Aim of the exercise:
A faithful transcription is wanted of the lines from the top of the material through the line that holds "position:relative; width:1423px; height:932px;", both ends included, leaving out the pictures.

╔══

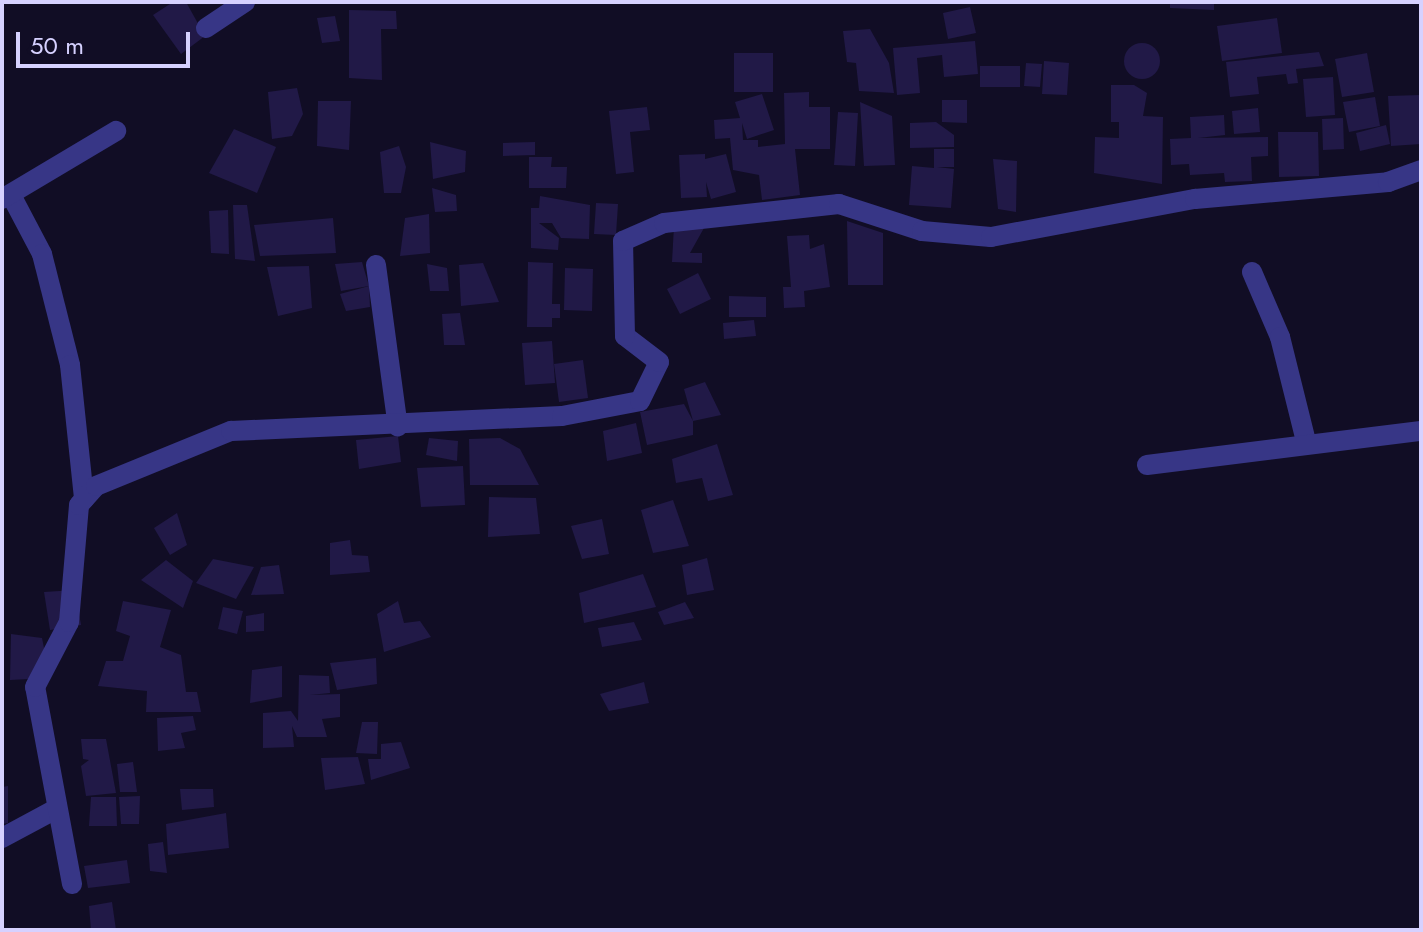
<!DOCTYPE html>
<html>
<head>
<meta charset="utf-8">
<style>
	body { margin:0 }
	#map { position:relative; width:1423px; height:932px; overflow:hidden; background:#110d25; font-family:Jost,sans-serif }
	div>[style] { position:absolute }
	.building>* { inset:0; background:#211947 }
	.round { border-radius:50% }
	.street>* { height:20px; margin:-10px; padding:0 10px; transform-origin:10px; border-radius:10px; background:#373686 }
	span { translate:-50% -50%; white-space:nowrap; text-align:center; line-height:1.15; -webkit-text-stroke:6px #110d25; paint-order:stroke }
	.frame { position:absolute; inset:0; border:4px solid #d6d1ff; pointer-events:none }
	.scale { position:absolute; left:16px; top:32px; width:174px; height:36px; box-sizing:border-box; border:4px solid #d6d1ff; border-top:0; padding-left:10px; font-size:24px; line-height:28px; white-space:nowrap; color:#d6d1ff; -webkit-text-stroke:6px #110d25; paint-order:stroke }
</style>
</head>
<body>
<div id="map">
	<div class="building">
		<i style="clip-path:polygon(173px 2px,186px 2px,205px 36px,181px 54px,153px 15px)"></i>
		<i style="clip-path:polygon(1170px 2px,1214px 2px,1214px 10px,1170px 8px)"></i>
		<i style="clip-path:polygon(970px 7px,976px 33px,948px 39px,943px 13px)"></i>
		<i style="clip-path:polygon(349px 10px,396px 11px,397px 29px,381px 29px,382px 80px,349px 78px)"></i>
		<i style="clip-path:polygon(335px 16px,340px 41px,322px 43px,317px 18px)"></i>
		<i style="clip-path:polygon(1277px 18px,1282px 53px,1222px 61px,1217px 26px)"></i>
		<i style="clip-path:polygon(870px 29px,889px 63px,894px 93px,859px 91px,856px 63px,847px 62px,843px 31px)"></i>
		<i style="clip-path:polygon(975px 41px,978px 74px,944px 77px,942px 55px,917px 58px,920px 93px,897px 95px,893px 48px)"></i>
		<i class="round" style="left:1124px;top:43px;width:36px;height:36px"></i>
		<i style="clip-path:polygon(1319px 52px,1324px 66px,1296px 69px,1298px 83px,1288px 84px,1286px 74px,1257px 77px,1259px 94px,1230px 97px,1226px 62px)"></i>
		<i style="clip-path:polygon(734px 53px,773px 53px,773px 92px,734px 92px)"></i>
		<i style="clip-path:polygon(1367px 53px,1374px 92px,1342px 97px,1335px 59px)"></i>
		<i style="clip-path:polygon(1044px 61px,1069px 63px,1067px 95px,1042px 94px)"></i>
		<i style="clip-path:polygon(1026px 63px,1042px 64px,1040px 87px,1024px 86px)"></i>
		<i style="clip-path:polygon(980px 66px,1020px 66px,1020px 87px,980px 87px)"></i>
		<i style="clip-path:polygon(1333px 77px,1335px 115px,1306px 117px,1303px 79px)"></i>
		<i style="clip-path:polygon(1111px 85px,1134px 85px,1147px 93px,1143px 116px,1163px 117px,1162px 184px,1094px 173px,1095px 137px,1119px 138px,1119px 122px,1111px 122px)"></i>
		<i style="clip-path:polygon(297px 88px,303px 114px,292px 136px,272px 139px,268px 92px)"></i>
		<i style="clip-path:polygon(809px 92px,809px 107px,830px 107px,830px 149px,795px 149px,800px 195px,762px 200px,759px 175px,733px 170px,730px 138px,715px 139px,714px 120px,740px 118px,735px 102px,762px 94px,774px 130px,747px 139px,742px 123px,743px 140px,758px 140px,758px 147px,785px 144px,784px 93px)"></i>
		<i style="clip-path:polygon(1421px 95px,1421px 144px,1391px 146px,1388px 96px)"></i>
		<i style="clip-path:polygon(1375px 97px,1380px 126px,1349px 132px,1343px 102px)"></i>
		<i style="clip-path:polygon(942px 100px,967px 100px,967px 123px,942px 122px)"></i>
		<i style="clip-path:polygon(318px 101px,351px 101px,349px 150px,317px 146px)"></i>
		<i style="clip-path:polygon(860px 102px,892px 116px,895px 165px,864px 166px)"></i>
		<i style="clip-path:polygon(647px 107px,650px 130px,630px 132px,634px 172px,616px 174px,609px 111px)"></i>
		<i style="clip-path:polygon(1258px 108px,1260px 132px,1234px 134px,1232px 111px)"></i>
		<i style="clip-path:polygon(838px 112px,858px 113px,855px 166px,834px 165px)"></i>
		<i style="clip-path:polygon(1224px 115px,1225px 135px,1198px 138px,1268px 137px,1268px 156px,1251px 157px,1252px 181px,1225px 182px,1224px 173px,1190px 175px,1189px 164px,1171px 165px,1170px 139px,1191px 138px,1190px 117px)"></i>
		<i style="clip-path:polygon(1343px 118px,1344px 149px,1323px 150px,1322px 119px)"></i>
		<i style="clip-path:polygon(936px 122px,954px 135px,954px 147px,910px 148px,910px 123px)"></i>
		<i style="clip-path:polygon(1386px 125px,1390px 144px,1360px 151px,1356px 133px)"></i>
		<i style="clip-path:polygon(234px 129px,276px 147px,257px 193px,209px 173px)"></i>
		<i style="clip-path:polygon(1278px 132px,1318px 132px,1319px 176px,1279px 177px)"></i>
		<i style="clip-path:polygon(430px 142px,466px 151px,465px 172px,433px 179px)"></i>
		<i style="clip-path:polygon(535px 142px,535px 155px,503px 156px,503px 143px)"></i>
		<i style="clip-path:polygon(399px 146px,406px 167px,401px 193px,384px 193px,380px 152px)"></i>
		<i style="clip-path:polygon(934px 149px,954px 149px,954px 167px,937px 167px,954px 169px,951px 208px,909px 205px,912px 166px,934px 168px)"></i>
		<i style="clip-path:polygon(705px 154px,705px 159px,726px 154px,736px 192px,711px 199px,706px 182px,707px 197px,681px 198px,679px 155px)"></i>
		<i style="clip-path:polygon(529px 157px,552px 157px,551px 167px,567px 167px,566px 188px,529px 188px)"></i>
		<i style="clip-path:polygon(993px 159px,1017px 161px,1016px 212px,998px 209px)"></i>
		<i style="clip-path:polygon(432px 188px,456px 195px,457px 211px,435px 212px)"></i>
		<i style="clip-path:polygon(540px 196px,590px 205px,589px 239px,561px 238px,552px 223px,539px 223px,559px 238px,558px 250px,531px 248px,531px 208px,539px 208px)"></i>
		<i style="clip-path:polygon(596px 203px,618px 204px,616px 235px,594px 234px)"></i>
		<i style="clip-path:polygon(233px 205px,247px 205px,255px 261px,235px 259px)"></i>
		<i style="clip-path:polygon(228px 210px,229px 254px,211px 253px,209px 211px)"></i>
		<i style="clip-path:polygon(429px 214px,430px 253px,400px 256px,405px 218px)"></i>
		<i style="clip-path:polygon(333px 218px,336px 253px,260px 256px,254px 225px)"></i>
		<i style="clip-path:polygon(847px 221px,883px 233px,883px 285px,848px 285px)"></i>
		<i style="clip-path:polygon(674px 226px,704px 228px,690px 253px,702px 253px,702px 263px,672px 262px)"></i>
		<i style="clip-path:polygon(809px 235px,810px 249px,824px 244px,830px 287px,804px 291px,805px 307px,784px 308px,783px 287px,791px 287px,787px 236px)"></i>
		<i style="clip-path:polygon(362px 262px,369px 286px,341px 291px,335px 264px)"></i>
		<i style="clip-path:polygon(528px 262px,553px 263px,552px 304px,560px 304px,560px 318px,552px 318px,552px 327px,527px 327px)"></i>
		<i style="clip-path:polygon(483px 263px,499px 302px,461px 306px,459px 265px)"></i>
		<i style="clip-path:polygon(427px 264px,447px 268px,449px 291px,430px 291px)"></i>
		<i style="clip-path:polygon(309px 266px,312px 308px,278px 316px,267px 267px)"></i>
		<i style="clip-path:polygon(565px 268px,593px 269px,592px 311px,564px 310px)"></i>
		<i style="clip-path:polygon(698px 273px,711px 299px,680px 314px,667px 289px)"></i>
		<i style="clip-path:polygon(369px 286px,370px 307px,346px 311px,340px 294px)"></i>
		<i style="clip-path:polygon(729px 296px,766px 297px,766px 317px,729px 317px)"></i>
		<i style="clip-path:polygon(460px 313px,465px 345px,444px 345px,442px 314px)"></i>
		<i style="clip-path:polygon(754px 320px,756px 336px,724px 339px,723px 323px)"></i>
		<i style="clip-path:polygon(552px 341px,555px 383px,525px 385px,522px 343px)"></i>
		<i style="clip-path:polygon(583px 360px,588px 398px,559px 402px,554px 364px)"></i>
		<i style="clip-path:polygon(705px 382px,721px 415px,693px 421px,693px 435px,647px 445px,640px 412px,684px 404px,693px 421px,684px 389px)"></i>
		<i style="clip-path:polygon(636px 423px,642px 453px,607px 461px,603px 431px)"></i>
		<i style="clip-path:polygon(398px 436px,401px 462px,359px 469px,356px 440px)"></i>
		<i style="clip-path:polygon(429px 438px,458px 441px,457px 461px,426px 455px)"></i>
		<i style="clip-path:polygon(500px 438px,520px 449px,539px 485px,470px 485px,469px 439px)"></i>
		<i style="clip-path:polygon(717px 444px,733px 495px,708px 501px,702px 478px,676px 483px,672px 459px)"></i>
		<i style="clip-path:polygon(463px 466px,465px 505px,421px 507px,417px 468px)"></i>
		<i style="clip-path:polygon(489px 497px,536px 498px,540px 534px,488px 537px)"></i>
		<i style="clip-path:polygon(673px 500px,689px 546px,653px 553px,641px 510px)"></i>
		<i style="clip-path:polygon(177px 513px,187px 545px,170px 555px,154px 528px)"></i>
		<i style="clip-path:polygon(602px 519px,609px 554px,582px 559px,571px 526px)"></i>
		<i style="clip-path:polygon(350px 540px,352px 555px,368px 556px,370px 572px,330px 575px,330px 543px)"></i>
		<i style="clip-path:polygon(707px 558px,714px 590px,687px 595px,682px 565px)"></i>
		<i style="clip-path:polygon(213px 559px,254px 567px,236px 599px,196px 583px)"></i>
		<i style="clip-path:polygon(166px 560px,193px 581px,183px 608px,141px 580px)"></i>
		<i style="clip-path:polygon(279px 565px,284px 594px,251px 595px,261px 567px)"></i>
		<i style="clip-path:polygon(643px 574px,656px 607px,584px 623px,579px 593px)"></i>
		<i style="clip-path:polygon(75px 590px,81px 625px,50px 630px,44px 592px)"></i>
		<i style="clip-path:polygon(123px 601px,171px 610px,160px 647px,181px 655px,186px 692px,197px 692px,201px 712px,146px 712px,147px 691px,98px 686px,106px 661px,123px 661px,130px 636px,116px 631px)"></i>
		<i style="clip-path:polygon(398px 601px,404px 623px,420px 621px,431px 637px,384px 652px,377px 614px)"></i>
		<i style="clip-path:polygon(685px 602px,694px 618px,664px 625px,658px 612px)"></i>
		<i style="clip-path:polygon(223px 607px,243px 611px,237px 634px,218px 629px)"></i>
		<i style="clip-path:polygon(264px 613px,264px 631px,246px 632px,246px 616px)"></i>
		<i style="clip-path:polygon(634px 622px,642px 640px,602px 647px,598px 628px)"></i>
		<i style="clip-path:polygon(11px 634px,42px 638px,45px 653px,29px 679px,10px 680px)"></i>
		<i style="clip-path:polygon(376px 658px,377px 684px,337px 690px,330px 663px)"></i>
		<i style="clip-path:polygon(282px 666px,282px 697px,250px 703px,252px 670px)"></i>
		<i style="clip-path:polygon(299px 675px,329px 676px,330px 693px,310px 695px,340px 694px,340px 717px,322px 719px,327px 737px,297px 737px,292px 726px,294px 747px,263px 748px,263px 713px,291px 711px,298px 721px)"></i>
		<i style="clip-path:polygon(644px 682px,649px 703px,609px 711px,600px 694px)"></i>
		<i style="clip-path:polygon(193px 716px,196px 730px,181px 733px,185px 748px,158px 751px,157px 718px)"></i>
		<i style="clip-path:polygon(362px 722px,378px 722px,377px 754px,356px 753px)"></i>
		<i style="clip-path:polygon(81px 739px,106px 739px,116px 793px,86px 796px,81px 766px,89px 760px,83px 759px)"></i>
		<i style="clip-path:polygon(401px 742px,410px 768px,371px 780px,368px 759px,381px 759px,381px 744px)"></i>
		<i style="clip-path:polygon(358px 757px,365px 784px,325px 790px,321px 758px)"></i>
		<i style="clip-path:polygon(133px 762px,137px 792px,120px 792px,117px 764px)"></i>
		<i style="clip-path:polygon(8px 786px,8px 823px,2px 824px,2px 787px)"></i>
		<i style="clip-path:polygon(180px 789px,213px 789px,214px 807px,182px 810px)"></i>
		<i style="clip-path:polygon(140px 796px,139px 824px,121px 824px,119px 797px)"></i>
		<i style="clip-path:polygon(91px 797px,116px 797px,117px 826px,89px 826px)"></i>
		<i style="clip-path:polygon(226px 813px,229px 848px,168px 855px,166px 824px)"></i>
		<i style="clip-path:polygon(163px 842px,167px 873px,150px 871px,148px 844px)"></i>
		<i style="clip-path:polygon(127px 860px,130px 883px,88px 888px,84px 866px)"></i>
		<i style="clip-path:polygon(112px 902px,116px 930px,91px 930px,89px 906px)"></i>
	</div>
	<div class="street">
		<i style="left:206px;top:28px;width:47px;rotate:-33.7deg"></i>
		<i style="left:12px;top:197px;width:64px;rotate:62.2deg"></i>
		<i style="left:42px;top:254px;width:114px;rotate:75.8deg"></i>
		<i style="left:70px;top:365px;width:135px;rotate:84deg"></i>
		<i style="left:2px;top:199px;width:133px;rotate:-30.8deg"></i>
		<i style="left:376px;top:265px;width:163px;rotate:82.3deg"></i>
		<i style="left:1252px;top:272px;width:71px;rotate:66.7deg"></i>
		<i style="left:1280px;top:337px;width:107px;rotate:76deg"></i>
		<i style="left:1147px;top:465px;width:276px;rotate:-7.1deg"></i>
		<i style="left:2px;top:838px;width:61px;rotate:-28.2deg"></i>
		<i style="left:72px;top:884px;width:200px;rotate:-100.6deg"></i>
		<i style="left:35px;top:687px;width:73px;rotate:-62.4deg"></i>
		<i style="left:69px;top:622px;width:117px;rotate:-85.1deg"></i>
		<i style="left:79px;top:505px;width:25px;rotate:-48deg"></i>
		<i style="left:96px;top:486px;width:146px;rotate:-22.2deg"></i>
		<i style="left:231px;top:431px;width:331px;rotate:-2.6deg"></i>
		<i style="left:562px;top:416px;width:79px;rotate:-10.9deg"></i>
		<i style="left:640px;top:401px;width:43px;rotate:-64deg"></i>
		<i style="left:659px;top:362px;width:43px;rotate:-142.6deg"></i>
		<i style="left:625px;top:336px;width:95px;rotate:-91.2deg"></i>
		<i style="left:623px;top:241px;width:45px;rotate:-23.7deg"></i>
		<i style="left:664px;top:223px;width:176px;rotate:-6.2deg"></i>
		<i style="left:839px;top:204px;width:87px;rotate:18deg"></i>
		<i style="left:922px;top:231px;width:69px;rotate:5deg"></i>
		<i style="left:991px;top:237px;width:208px;rotate:-10.6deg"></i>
		<i style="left:1195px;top:199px;width:194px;rotate:-5deg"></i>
		<i style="left:1388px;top:182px;width:35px;rotate:-20deg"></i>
	</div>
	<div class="frame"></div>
	<div class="scale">50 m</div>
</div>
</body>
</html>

╚══

Exercise output:
<!DOCTYPE html>
<html>
<head>
<meta charset="utf-8">
<style>
	body { margin:0 }
	#map { position:relative; width:1423px; height:932px; overflow:hidden; background:#110d25; font-family:Jost,sans-serif }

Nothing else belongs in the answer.